Dreyfus sempre insistiu em sua inocência, e apoio por ele cresceu entre os intelectuais, mais famosamente Emile Zola, que publicou uma carta aberta ao presidente Félix Faure em 1898 sob o título “J´Accuse” (Eu Acuso), denunciando “o abominável Caso Dreyfus”. Por isso, Zola foi sentenciado a um ano de prisão por caluniar o exército; ao invés disso, ele foi para o exílio na Grã-Bretanha.

Novas provas foram descobertas incriminando outro oficial, mas ele foi solto por uma corte marcial. Dreyfus foi, apesar de tudo, permitido a retornar para a França em 1899 para apresentar seu caso perante a Suprema Corte. Isso exigiu uma nova corte marcial, e Dreyfus foi, novamente, declarado culpado. Tal foi o clamor entre seus apoiadores que o presidente Emile Loubet o perdoou poucos dias depois.

Mas uma boa pitada de opinião pública ainda o considerava culpado. Quando foi ao funeral de Zola em 1902, ele foi ferido em uma tentativa de assassinato. Finalmente, em 1903, um novo governo de centro-esquerda ordenou que a Suprema Corte revisse as descobertas da corte marcial de 1899. Em 1906, Dreyfus foi finalmente inocentado.

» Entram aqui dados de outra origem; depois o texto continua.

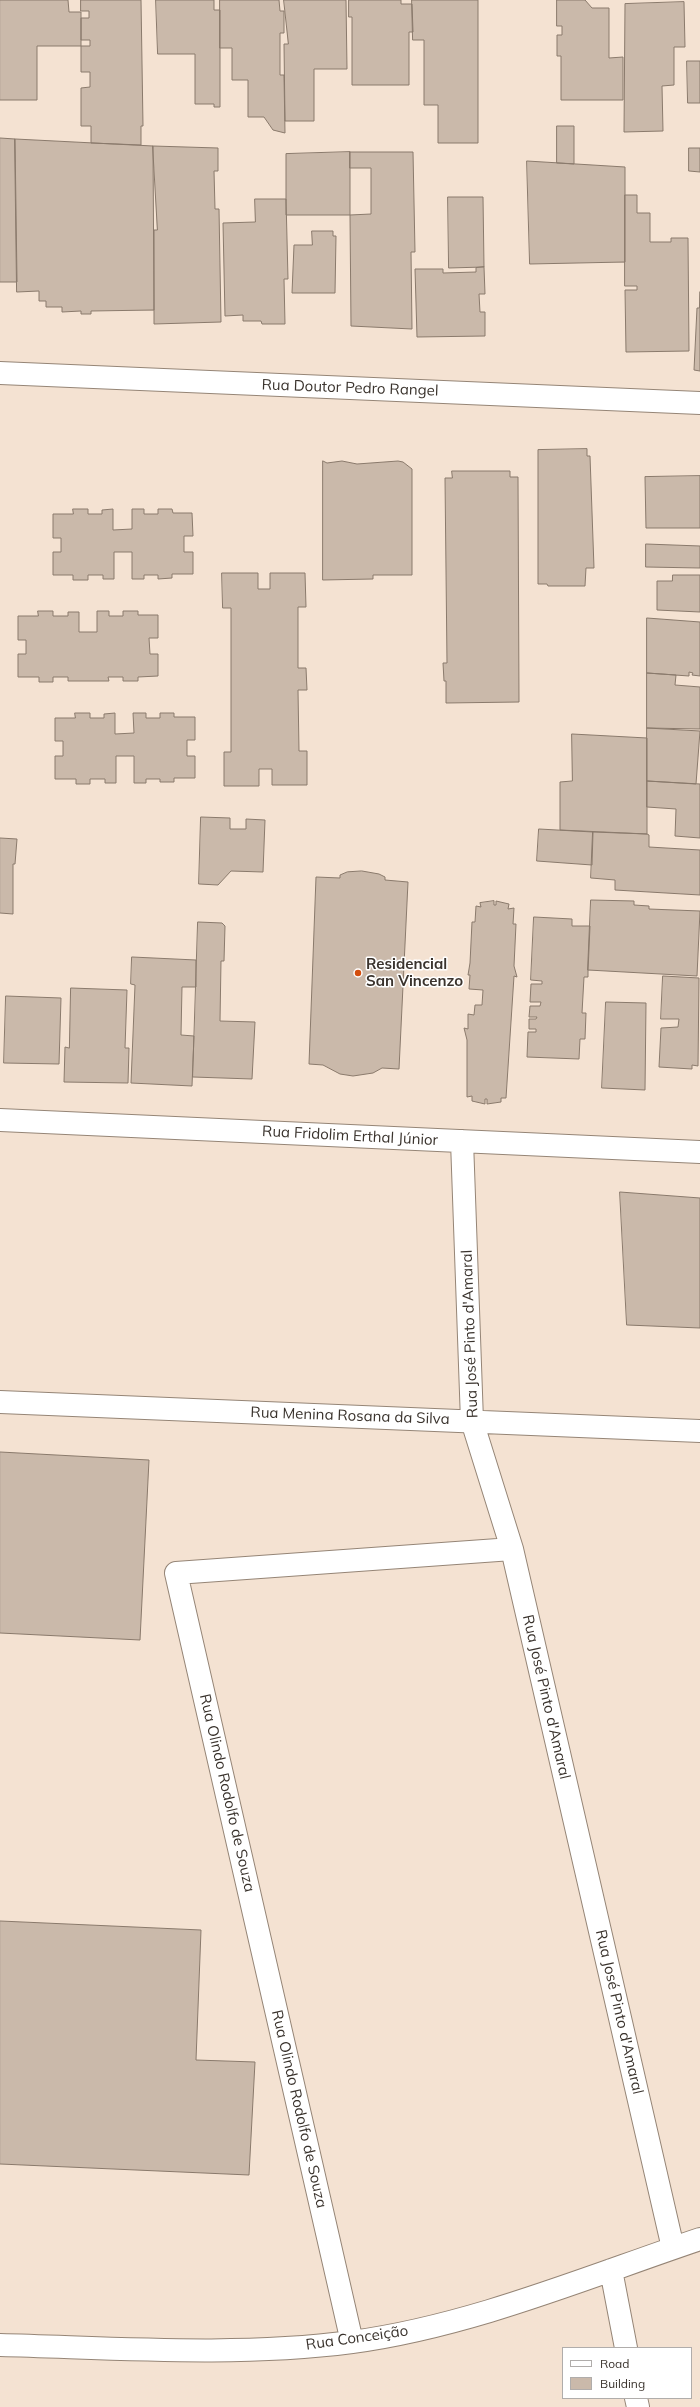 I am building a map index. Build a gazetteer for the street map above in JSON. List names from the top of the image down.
{
  "streets": {
    "street": [
      "Rua Doutor Pedro Rangel",
      "Rua Fridolim Erthal Júnior",
      "Rua José Pinto d'Amaral",
      "Rua Menina Rosana da Silva",
      "Rua Olindo Rodolfo de Souza",
      "Rua Conceição"
    ]
  },
  "crossings": [
    ["Rua Fridolim Erthal Júnior", "Rua José Pinto d'Amaral"],
    ["Rua José Pinto d'Amaral", "Rua Menina Rosana da Silva"],
    ["Rua José Pinto d'Amaral", "Rua Olindo Rodolfo de Souza"],
    ["Rua José Pinto d'Amaral", "Rua Conceição"],
    ["Rua Olindo Rodolfo de Souza", "Rua Conceição"]
  ],
  "places": ["Residencial San Vincenzo"],
  "legend": ["Road", "Building"]
}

Evidentemente, é mais fácil celebrar o centenário desse triunfo de justiça de 1906 do que era projetar atenção aos aniversários anteriores de momentos menos encorajadores no caso. Por exemplo, em 1994, 100 após Dreyfus ter sido acusado, um historiador do exército francês jogou dúvida sobre a inocência de Dreyfus ao descrevê-lo como “a tese” agora geralmente aceita por historiadores. E em 1999, o centenário da segunda corte marcial, nenhum mea culpa foi ouvido do exército.

Uma novidade na exibição no Museu de Arte e História do Judaísmo é a ênfase do show sobre o próprio Dreyfus. Frequentemente retratado como um observador impassível de sua própria tragédia, ele é apresentado aqui como um fervoroso campeão de sua inocência.

Esta também é a tese de uma nova biografia, “Alfred Dreyfus: A Honra de um Patriota”, de Vicent Duclert, um historiador francês que organizou a exibição com Anne Helene Hoog, uma curadora do museu.

Além disso, no que pareceu como uma corajosa tentativa de fechar o Caso Dreyfus, Duclert agora propôs que os restos de Dreyfus sejam colocados juntos aos de Zola no Panteão, o lugar final de descanso dos heróis da República francesa. Qualquer decisão teria que ser feita pelo presidente Jacques Chirac, o qual, como se sabe, decidiu, ao invés disso, presidir uma cerimônia especial no Ecole Militaire no aniversário dia 12 de julho.

Em qualquer caso, Jean-Louis Levy, neto de Dreyfus, sente que o momento ainda não está maduro para os restos.

“Muitas pessoas visitam sua tumba no cemitério em Montparnasse”, disse Levy em uma entrevista a La Tribune, de Genebra. “É simples e modesta, assim como ele. Ele está, sem dúvida, melhor lá do que no Panteão com Zola”.

Levy, então, ofereceu um motivo mais perturbador para se opor ao movimento. “Eu temo que isso possa acordar o anti-semitismo”, disse ele.